(Saved entries)

__________________________________________________

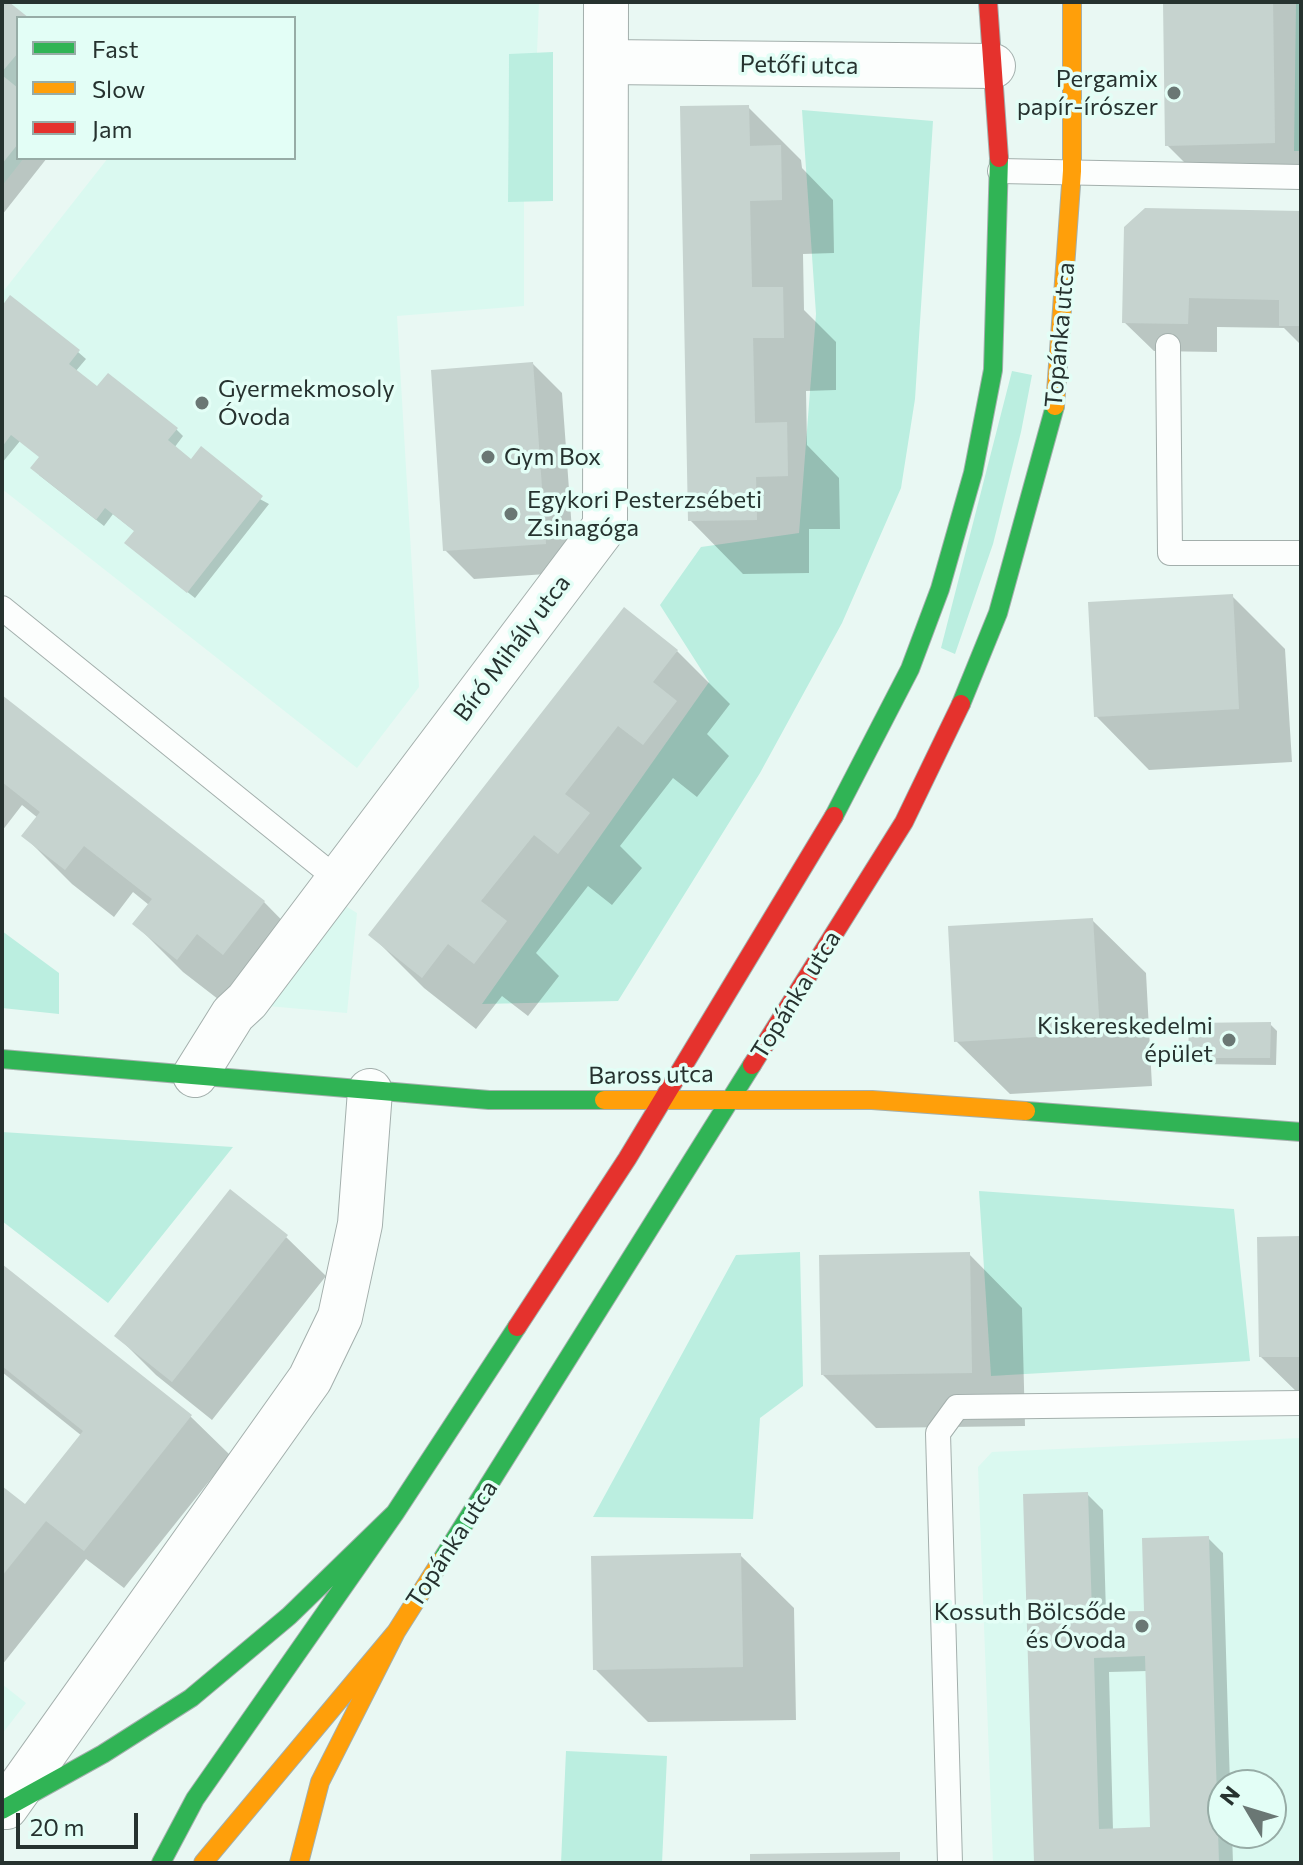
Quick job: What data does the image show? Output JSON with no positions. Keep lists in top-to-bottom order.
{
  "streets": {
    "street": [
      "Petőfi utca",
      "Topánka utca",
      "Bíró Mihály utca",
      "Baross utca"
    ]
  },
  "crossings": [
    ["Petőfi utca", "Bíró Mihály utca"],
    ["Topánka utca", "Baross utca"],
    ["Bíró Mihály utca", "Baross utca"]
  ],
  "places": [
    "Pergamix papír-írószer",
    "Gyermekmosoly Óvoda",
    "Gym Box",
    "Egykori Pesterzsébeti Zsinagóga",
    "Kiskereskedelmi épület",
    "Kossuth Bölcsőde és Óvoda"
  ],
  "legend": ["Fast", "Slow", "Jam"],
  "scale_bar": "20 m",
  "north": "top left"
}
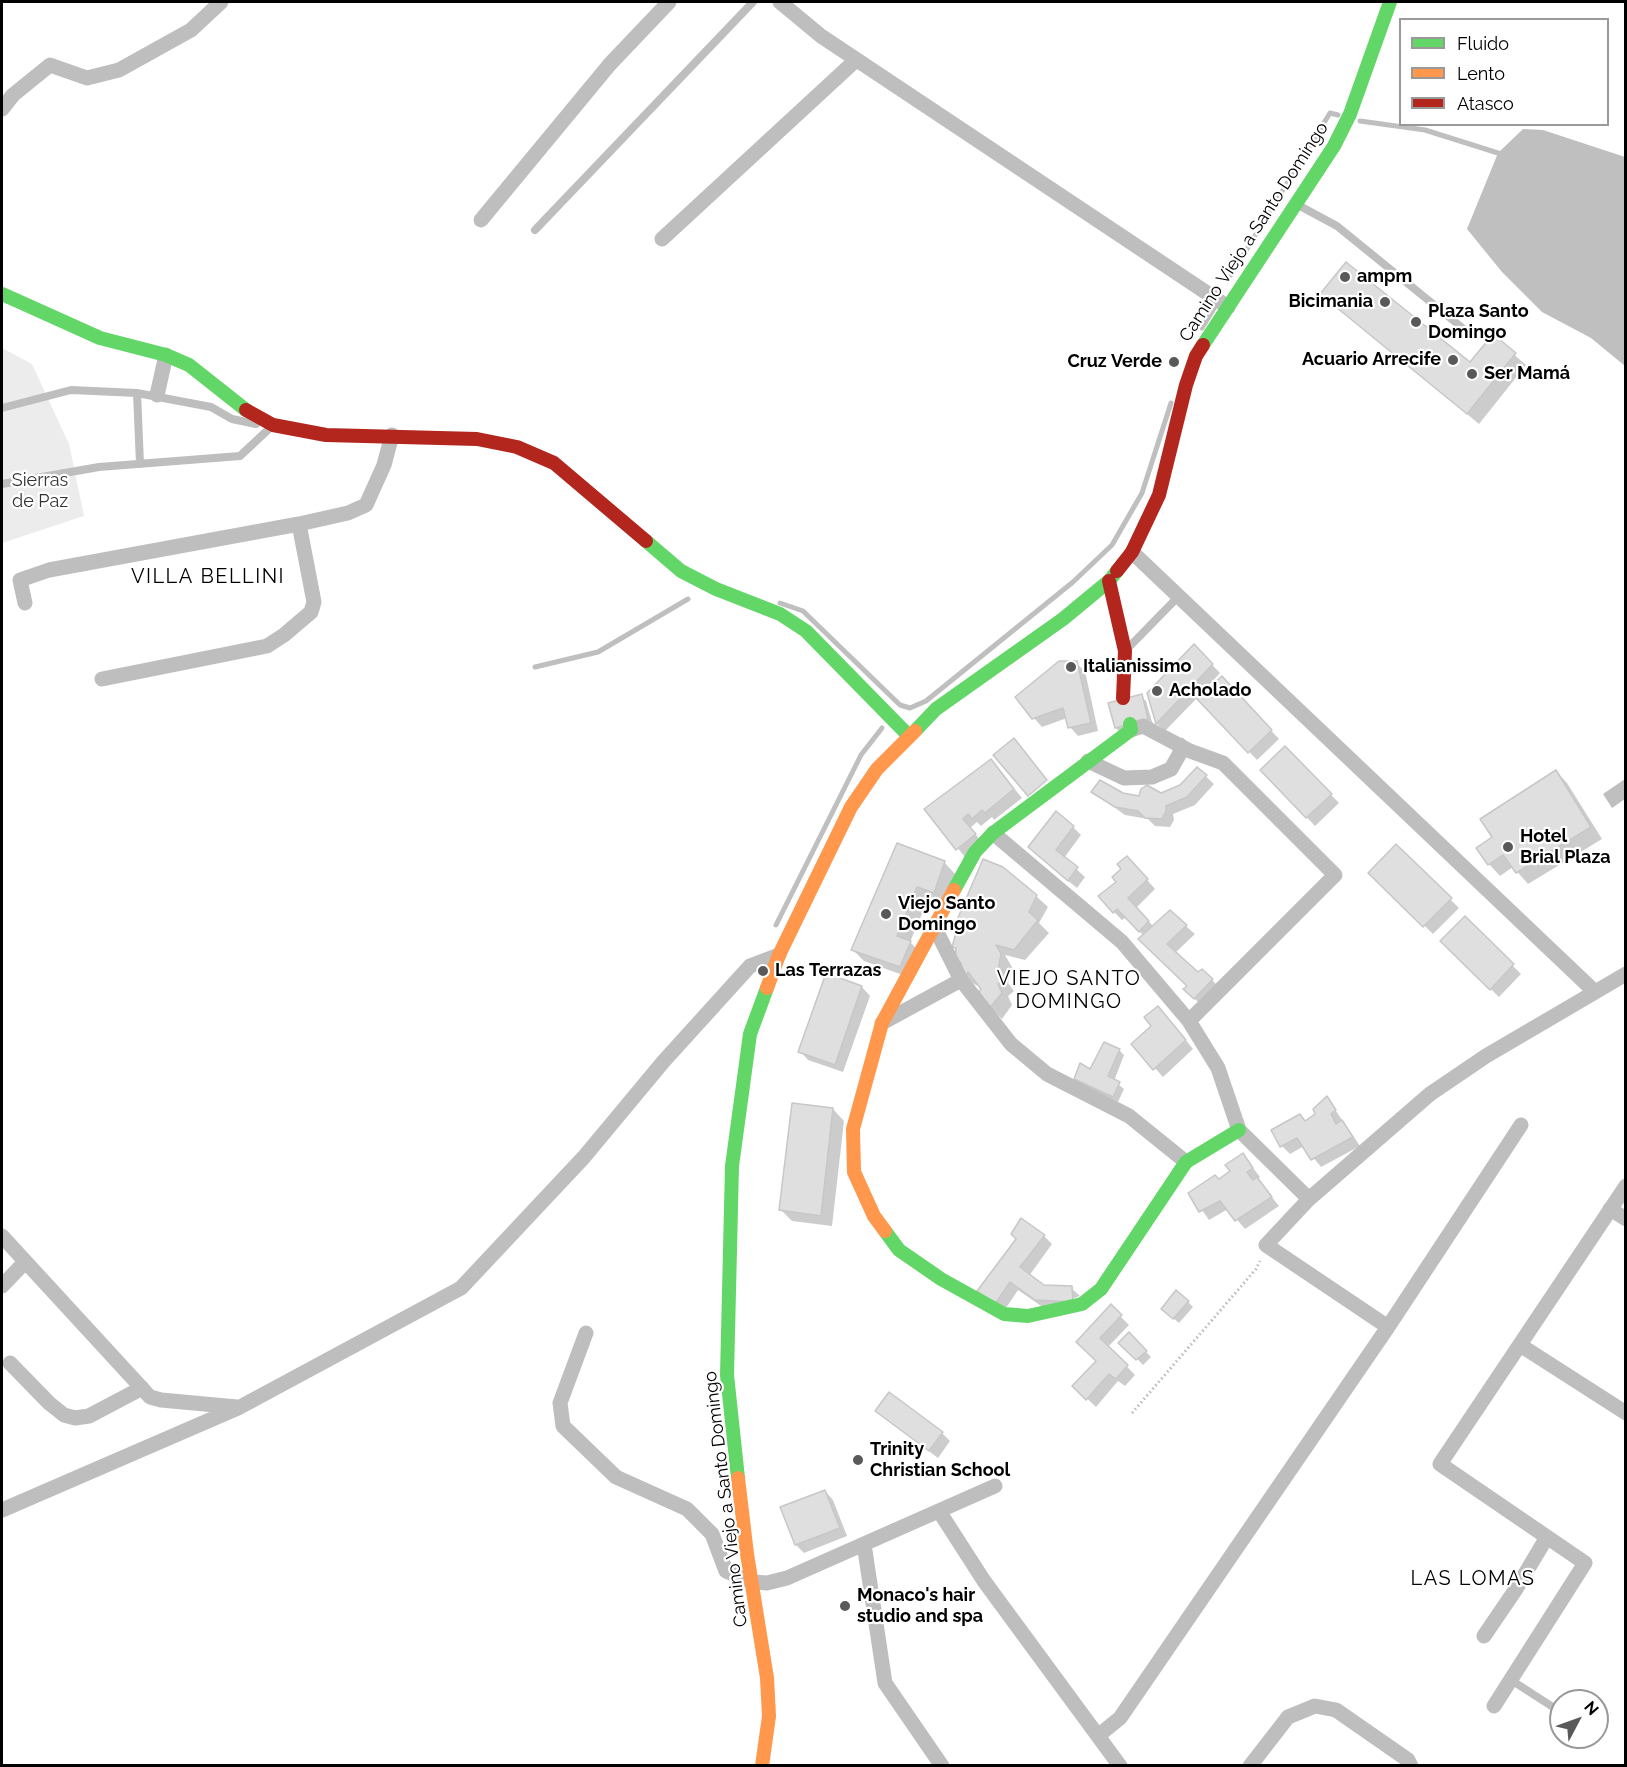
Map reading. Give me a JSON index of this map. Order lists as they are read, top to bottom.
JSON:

__________________________________________________

▶ _Requirement_:
Write every line above out again exactly; pictures do not belong in the copy.

▶ _Written response_:
Quick job: What data does the image show? Output JSON with no positions. Keep lists in top-to-bottom order.
{
  "streets": {
    "street": [
      "Petőfi utca",
      "Topánka utca",
      "Bíró Mihály utca",
      "Baross utca"
    ]
  },
  "crossings": [
    ["Petőfi utca", "Bíró Mihály utca"],
    ["Topánka utca", "Baross utca"],
    ["Bíró Mihály utca", "Baross utca"]
  ],
  "places": [
    "Pergamix papír-írószer",
    "Gyermekmosoly Óvoda",
    "Gym Box",
    "Egykori Pesterzsébeti Zsinagóga",
    "Kiskereskedelmi épület",
    "Kossuth Bölcsőde és Óvoda"
  ],
  "legend": ["Fast", "Slow", "Jam"],
  "scale_bar": "20 m",
  "north": "top left"
}
Map reading. Give me a JSON index of this map. Order lists as they are read, top to bottom.
JSON:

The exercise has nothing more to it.